Zadik–Barak–Levin syndrome
Zadik–Barak–Levin syndrome (ZBLS) is a rare congenital disorder that manifests in humans. This syndrome presents a spectrum of abnormalities primarily rooted in embryonic development, particularly affecting the mesodermal-ectodermal midline. The key features of this disorder include primary hypothyroidism, cleft palate, hypodontia, and characteristics of ectodermal dysplasia.
Etiology and Pathogenesis[edit | edit source]
ZBLS arises from embryonic disruptions during the formation phase of the mesodermal-ectodermal midline. This disruption is considered pivotal in the syndrome's etiology, though the exact molecular mechanisms remain under investigation[1].

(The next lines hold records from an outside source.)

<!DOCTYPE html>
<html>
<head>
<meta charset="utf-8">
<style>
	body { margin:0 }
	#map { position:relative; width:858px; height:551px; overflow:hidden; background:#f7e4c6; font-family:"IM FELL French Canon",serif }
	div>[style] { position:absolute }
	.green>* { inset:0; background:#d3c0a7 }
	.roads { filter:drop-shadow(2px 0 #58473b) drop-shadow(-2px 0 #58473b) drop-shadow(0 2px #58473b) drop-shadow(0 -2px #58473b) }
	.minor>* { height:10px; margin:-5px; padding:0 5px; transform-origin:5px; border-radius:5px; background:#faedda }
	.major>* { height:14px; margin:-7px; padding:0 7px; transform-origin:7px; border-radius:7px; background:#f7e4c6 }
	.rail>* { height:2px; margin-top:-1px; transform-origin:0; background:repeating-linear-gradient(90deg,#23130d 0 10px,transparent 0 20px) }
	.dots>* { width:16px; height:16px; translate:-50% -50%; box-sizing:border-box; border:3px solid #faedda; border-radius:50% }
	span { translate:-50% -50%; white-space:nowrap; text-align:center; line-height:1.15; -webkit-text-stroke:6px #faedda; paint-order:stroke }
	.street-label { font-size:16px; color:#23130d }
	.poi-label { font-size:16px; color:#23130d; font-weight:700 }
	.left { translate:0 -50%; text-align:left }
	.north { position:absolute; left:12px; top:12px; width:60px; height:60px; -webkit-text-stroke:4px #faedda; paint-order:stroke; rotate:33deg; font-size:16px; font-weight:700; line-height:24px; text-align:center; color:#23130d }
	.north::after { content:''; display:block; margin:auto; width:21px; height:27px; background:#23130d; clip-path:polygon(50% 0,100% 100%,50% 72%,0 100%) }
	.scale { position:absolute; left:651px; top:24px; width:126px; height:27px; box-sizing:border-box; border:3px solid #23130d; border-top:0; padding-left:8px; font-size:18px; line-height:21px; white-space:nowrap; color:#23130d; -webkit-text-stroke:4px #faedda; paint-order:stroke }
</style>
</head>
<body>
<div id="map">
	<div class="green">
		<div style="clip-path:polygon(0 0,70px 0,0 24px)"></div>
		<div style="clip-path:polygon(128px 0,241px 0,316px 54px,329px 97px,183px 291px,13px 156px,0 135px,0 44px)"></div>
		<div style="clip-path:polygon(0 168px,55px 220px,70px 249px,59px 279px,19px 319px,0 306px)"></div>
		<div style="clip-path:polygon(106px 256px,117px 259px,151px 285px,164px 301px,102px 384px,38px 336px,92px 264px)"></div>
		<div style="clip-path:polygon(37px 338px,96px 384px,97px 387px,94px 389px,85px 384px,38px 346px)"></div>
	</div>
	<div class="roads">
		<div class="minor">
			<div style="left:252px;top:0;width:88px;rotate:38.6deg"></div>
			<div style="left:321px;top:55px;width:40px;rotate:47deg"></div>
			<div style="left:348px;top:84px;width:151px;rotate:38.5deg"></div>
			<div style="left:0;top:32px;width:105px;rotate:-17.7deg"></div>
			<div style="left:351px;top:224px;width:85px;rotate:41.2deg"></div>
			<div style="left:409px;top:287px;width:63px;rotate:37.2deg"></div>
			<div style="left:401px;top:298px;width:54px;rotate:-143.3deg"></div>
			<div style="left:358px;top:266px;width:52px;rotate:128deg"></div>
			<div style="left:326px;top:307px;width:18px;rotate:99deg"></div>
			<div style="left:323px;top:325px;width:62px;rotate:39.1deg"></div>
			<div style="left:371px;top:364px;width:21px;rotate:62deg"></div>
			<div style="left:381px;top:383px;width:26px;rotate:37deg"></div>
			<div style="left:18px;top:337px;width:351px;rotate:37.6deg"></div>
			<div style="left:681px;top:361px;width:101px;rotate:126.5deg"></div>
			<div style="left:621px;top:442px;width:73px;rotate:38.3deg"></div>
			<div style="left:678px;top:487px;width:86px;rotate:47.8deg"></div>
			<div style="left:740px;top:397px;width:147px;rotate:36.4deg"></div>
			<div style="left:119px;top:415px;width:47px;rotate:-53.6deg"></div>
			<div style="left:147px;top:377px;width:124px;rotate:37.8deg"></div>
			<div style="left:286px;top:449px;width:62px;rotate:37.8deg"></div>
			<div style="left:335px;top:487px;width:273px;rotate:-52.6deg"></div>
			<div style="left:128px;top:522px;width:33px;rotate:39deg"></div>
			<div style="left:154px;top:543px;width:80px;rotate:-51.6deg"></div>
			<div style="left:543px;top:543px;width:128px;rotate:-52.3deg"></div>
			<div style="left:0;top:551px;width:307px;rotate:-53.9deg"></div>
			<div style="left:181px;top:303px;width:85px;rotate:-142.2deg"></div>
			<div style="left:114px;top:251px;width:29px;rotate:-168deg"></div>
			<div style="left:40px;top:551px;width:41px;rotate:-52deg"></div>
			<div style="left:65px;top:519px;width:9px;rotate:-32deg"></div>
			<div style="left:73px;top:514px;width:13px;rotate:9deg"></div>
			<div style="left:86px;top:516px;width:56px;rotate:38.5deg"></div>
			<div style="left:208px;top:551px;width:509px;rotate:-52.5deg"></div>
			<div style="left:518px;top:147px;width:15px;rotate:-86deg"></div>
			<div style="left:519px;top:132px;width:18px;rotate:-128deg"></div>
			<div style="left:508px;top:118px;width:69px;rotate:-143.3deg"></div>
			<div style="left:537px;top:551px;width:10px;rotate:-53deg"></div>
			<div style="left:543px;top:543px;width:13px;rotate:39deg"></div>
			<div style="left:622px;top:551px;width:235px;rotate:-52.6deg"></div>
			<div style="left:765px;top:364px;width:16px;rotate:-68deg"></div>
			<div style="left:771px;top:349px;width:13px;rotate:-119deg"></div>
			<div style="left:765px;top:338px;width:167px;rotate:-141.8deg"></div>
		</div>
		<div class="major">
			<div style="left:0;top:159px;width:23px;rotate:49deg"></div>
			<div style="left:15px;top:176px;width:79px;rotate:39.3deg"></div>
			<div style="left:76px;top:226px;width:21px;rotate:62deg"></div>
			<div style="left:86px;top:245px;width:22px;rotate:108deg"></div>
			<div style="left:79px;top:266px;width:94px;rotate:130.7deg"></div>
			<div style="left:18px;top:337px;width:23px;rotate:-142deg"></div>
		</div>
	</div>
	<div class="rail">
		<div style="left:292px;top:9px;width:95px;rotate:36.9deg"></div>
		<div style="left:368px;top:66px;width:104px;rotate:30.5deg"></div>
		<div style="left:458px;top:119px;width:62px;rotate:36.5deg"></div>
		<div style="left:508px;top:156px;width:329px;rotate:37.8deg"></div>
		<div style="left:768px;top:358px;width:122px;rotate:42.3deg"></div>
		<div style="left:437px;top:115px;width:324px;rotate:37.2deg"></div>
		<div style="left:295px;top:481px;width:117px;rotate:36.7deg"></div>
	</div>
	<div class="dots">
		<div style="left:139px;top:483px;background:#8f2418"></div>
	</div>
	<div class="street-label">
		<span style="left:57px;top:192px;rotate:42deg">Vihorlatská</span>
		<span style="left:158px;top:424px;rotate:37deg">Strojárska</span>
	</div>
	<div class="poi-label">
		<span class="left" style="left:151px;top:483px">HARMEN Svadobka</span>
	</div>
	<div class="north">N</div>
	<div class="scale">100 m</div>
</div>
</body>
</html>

Signs and Symptoms[edit | edit source]
Patients diagnosed with ZBLS may exhibit a range of the following clinical features:
- Anodontia or oligodontia, characterized by a complete absence or significantly fewer teeth than normal.
- Presence of a cleft palate.
- Depressed nasal bridge.
- Dry skin, typical of ectodermal dysplasia.
- Ectopic, absent (agenesis), or underdeveloped (hypoplastic) thyroid gland.
- Presence of epibulbar dermoid.
- Frontal bossing or pronounced forehead.
- Hypertelorism - Increased distance between the eyes.
- Clinical hypothyroidism.
- Spinal curvature (lordosis).
- Enlarged tongue (macroglossia).
- Abnormally small head circumference (microcephaly).
- A notably small (micrognatia) or recessed (retrognatia) jaw.
- Excess amniotic fluid during pregnancy (polyhydramnios).
- Disproportionately short stature or dwarfism.
- Sparse to absent scalp hair.
- Eye abnormalities including squint or paresis of ocular muscles.
- Protrusion of the navel (umbilical hernia).
Diagnosis[edit | edit source]
The diagnosis of ZBLS is primarily based on clinical examination and symptom presentation. Radiographic imaging and genetic testing may also aid in the diagnosis and differentiation from other syndromes with overlapping symptoms[2].
Management[edit | edit source]
Management strategies for ZBLS are multifaceted and often involve a multidisciplinary approach, catering to the specific needs and symptoms of each individual patient. Therapeutic measures may include hormone replacement for hypothyroidism, dental interventions for dental anomalies, and surgical corrections for structural abnormalities like cleft palate[3].
References[edit | edit source]
- ↑ Pinhas-Hamiel O, Zadik Z, Filmar S, Zaharan Y, Levy J, Rakover Y. "Congenital hypothyroidism, spiky hair, cleft palate, bifid uvula, hypospadias and bronchial stenosis: a new form of syndromic hypothyroidism." Journal of Pediatric Endocrinology and Metabolism. 2009;22(5):467-73.
- ↑ Aldred MA, Sanford RO, Thomas NS, Barrow MA, Wilson LC. "A new autosomal dominant syndrome of cleft palate, dental anomalies, and ectodermal dysplasia in a three-generation family." Journal of Medical Genetics. 1992;29(12):886-90.
- ↑ Priolo M, Lerone M, Rosaia L, Zerega G, Ravazzolo R, Silengo M. "A new syndrome with hypohidrosis and dryness of the skin, hyperthermia, unusual facial appearance, and dental anomalies." American Journal of Medical Genetics. 2000;90(1):61-6.